Haiminen N, Kuhn DN, Parida L, Rigoutsos I. Evaluation of methods is again genome assembly from high-throughput sequencing reads reveals dependencies that affect the quality of the results. PLoS One. 201 1; 6 (9): e24182.

Krishnan NM, Pattnaik S, Jain P, Gaur P, Choudhary R, Vaidyanathan S, Deepak S, Hariharan AK, Krishna PB, Nair J, Varghese L, Valivarthi NK, Dhas K, Ramaswamy K, Panda B. A Draft of the Genome and Four Transcriptomes of a Medicinal and Pesticidal Angiosperm Azadirachta indica. BMC Genomics. 2012 Sep 9; 13 (1): 464.

Meader S, Hillier LW, Locke D, Ponting CP, Lunter G. Genome assembly quality: assessment and improvement using the neutral indel model. Genome Res. 2010 May; 20 (5): 675-84.

Simpson AJ, Reinach FC, Arruda P, Abreu FA, Acencio M et al. The genome sequence of the plant pathogen Xylella fastidiosa. The xylella fastidious Consortium of the Organization for Nucleotide Sequencing and Analysis. Nature 2000 Jul 13; 406 (6792): 151-9.

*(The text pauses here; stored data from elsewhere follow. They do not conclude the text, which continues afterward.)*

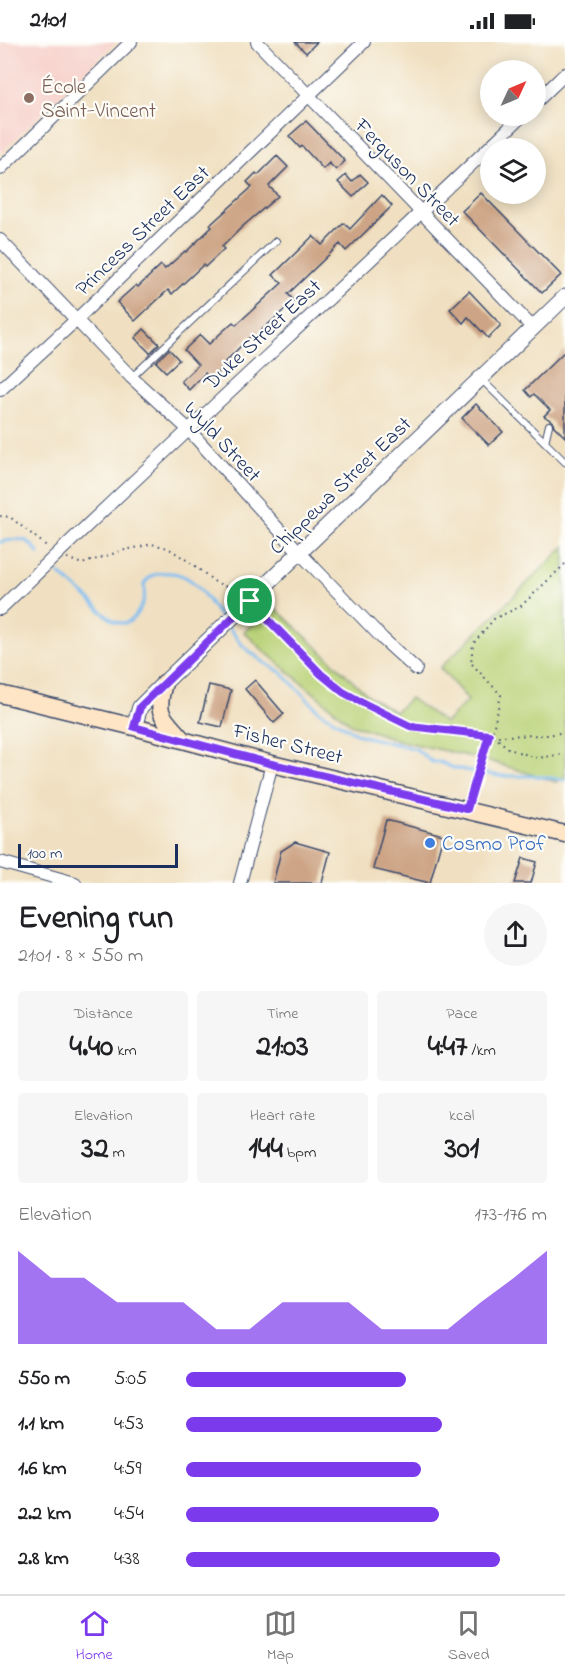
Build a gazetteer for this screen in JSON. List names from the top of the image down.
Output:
{
  "streets": {
    "main road": ["Fisher Street"],
    "street": [
      "Ferguson Street",
      "Princess Street East",
      "Duke Street East",
      "Wyld Street",
      "Chippewa Street East"
    ]
  },
  "crossings": [
    ["Ferguson Street", "Princess Street East"],
    ["Ferguson Street", "Duke Street East"],
    ["Ferguson Street", "Chippewa Street East"],
    ["Princess Street East", "Wyld Street"],
    ["Duke Street East", "Wyld Street"],
    ["Wyld Street", "Chippewa Street East"],
    ["Chippewa Street East", "Fisher Street"]
  ],
  "places": ["École Saint-Vincent", "Cosmo Prof"],
  "scale_bar": "100 m",
  "north": "top right",
  "page": {
    "status": "21:01",
    "scale": "100 m",
    "heading": ["Evening run", "21:01 · 8 × 550 m"],
    "stats": [
      ["Distance", "4.40 km"],
      ["Time", "21:03"],
      ["Pace", "4:47 /km"],
      ["Elevation", "32 m"],
      ["Heart rate", "144 bpm"],
      ["kcal", "301"]
    ],
    "chart": ["Elevation", "173–176 m"],
    "list": [
      {
        "name": "550 m",
        "note": "5:05"
      },
      {
        "name": "1.1 km",
        "note": "4:53"
      },
      {
        "name": "1.6 km",
        "note": "4:59"
      },
      {
        "name": "2.2 km",
        "note": "4:54"
      },
      {
        "name": "2.8 km",
        "note": "4:38"
      }
    ],
    "tabs": ["Home", "Map", "Saved"]
  }
}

Yamagishi MEB, Hirai RH: Grammar of Biology Chargaffs: New Fractal-like Rules. arXiv; 201 1.

Claims

1. Method for verifying assembly errors in genomes comprising the following steps:

(ii) calculate for each word W _k the frequency of the words F (w _k );

iv) apply the frequency ratios of Equations 1 and 2, and

v) mounting error detection if the range is greater than 0.01.

Use of the method described in claim 1, which is applicable for verifying genome assembly errors.